-- TASK STATEMENT --
Find the line containing "new Path2D(); box.roundRect(x" in the entries below. Reproduce that line and each one after it to the end, exactly, with no other lines.

-- Collected data --
□ □ □ □

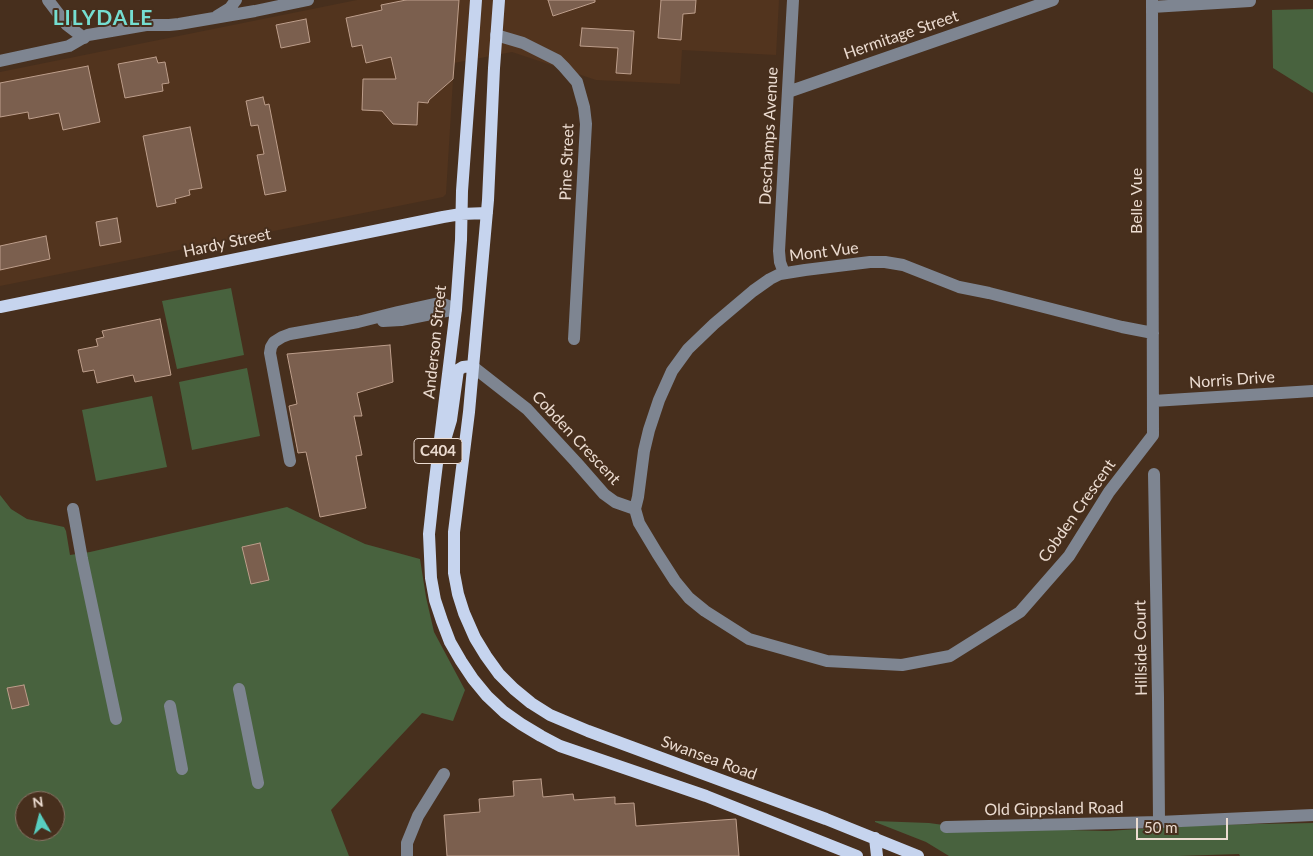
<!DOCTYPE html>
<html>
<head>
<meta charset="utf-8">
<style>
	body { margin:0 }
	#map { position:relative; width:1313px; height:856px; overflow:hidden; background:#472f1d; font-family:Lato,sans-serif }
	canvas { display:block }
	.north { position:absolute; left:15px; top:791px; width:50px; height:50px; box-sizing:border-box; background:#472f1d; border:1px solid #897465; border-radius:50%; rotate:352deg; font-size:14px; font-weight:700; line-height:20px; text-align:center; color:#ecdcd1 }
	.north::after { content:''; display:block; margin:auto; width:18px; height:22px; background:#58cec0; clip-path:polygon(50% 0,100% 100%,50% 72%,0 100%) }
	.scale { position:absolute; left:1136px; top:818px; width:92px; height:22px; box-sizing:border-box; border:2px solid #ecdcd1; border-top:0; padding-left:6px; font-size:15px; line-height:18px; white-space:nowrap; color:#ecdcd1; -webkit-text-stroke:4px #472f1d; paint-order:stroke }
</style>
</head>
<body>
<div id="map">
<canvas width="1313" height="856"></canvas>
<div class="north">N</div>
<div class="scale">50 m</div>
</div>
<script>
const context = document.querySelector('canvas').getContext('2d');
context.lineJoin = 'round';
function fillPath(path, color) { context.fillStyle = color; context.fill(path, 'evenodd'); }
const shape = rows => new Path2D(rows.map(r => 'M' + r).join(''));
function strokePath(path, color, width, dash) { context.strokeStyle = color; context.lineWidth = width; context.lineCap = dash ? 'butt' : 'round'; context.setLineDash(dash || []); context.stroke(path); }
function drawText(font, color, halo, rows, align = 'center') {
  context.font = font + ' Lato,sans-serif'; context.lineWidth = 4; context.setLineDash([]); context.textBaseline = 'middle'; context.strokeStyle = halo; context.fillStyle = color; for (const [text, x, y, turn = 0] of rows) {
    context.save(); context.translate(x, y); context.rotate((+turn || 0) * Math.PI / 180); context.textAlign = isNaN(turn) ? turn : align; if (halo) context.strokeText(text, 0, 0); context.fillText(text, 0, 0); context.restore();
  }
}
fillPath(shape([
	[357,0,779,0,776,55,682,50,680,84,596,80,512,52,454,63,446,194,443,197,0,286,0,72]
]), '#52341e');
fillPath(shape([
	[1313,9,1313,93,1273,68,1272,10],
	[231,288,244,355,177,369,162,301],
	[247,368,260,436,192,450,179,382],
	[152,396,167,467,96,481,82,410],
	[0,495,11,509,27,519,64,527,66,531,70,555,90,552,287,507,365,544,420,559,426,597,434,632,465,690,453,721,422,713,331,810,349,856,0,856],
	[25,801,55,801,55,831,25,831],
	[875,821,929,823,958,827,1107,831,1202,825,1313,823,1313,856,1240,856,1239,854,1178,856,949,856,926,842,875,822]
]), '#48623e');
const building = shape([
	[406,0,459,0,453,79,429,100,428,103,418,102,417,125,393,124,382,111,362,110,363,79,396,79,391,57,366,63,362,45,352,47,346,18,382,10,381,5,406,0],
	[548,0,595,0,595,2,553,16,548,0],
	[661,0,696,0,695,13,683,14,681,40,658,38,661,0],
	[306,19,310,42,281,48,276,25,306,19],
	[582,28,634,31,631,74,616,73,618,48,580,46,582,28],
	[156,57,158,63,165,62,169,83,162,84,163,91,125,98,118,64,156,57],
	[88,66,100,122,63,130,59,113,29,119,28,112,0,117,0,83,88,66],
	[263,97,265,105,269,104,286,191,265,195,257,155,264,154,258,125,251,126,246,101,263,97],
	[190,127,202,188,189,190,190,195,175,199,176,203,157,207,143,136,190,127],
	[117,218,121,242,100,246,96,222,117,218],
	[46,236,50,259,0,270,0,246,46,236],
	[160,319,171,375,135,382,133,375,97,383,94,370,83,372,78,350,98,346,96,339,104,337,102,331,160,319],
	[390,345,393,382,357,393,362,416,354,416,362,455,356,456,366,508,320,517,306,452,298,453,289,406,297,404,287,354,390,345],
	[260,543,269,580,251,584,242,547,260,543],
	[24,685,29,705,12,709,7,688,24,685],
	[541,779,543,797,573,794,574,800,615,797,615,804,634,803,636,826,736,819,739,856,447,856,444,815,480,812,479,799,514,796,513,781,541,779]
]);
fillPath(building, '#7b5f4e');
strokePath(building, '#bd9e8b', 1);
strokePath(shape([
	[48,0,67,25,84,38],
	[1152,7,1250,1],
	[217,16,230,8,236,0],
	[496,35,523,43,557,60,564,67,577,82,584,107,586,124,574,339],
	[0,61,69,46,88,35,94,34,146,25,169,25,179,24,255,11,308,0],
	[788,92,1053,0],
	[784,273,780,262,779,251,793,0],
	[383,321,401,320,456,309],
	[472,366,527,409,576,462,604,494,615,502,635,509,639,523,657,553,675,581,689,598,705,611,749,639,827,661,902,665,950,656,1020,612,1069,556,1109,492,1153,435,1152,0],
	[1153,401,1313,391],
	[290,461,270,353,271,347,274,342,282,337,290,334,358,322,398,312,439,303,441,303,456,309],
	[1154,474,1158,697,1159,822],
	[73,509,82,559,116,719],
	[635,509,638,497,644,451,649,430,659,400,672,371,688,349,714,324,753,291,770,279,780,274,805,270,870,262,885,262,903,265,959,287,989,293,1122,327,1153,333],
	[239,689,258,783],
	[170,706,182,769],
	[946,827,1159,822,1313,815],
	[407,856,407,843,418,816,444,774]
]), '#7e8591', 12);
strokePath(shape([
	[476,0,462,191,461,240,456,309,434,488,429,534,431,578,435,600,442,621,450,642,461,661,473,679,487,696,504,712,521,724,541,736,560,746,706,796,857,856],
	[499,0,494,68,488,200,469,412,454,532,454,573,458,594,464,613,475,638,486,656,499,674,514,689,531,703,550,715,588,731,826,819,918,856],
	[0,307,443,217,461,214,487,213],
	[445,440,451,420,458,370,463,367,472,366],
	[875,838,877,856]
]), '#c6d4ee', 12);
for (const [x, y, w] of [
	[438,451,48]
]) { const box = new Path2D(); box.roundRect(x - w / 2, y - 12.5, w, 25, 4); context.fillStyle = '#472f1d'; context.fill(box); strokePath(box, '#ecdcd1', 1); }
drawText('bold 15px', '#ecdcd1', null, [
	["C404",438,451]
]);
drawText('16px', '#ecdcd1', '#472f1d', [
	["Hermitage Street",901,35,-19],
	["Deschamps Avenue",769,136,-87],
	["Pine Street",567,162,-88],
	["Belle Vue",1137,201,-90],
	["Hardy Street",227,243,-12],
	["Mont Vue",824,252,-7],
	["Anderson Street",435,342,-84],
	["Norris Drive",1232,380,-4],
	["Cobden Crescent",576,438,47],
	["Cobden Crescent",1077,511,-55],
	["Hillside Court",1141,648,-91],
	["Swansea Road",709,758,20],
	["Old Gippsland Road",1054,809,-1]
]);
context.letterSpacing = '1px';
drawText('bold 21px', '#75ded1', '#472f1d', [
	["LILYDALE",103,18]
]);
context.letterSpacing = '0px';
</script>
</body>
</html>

□ □ □ □

-- EXERCISE RESPONSE --
]) { const box = new Path2D(); box.roundRect(x - w / 2, y - 12.5, w, 25, 4); context.fillStyle = '#472f1d'; context.fill(box); strokePath(box, '#ecdcd1', 1); }
drawText('bold 15px', '#ecdcd1', null, [
	["C404",438,451]
]);
drawText('16px', '#ecdcd1', '#472f1d', [
	["Hermitage Street",901,35,-19],
	["Deschamps Avenue",769,136,-87],
	["Pine Street",567,162,-88],
	["Belle Vue",1137,201,-90],
	["Hardy Street",227,243,-12],
	["Mont Vue",824,252,-7],
	["Anderson Street",435,342,-84],
	["Norris Drive",1232,380,-4],
	["Cobden Crescent",576,438,47],
	["Cobden Crescent",1077,511,-55],
	["Hillside Court",1141,648,-91],
	["Swansea Road",709,758,20],
	["Old Gippsland Road",1054,809,-1]
]);
context.letterSpacing = '1px';
drawText('bold 21px', '#75ded1', '#472f1d', [
	["LILYDALE",103,18]
]);
context.letterSpacing = '0px';
</script>
</body>
</html>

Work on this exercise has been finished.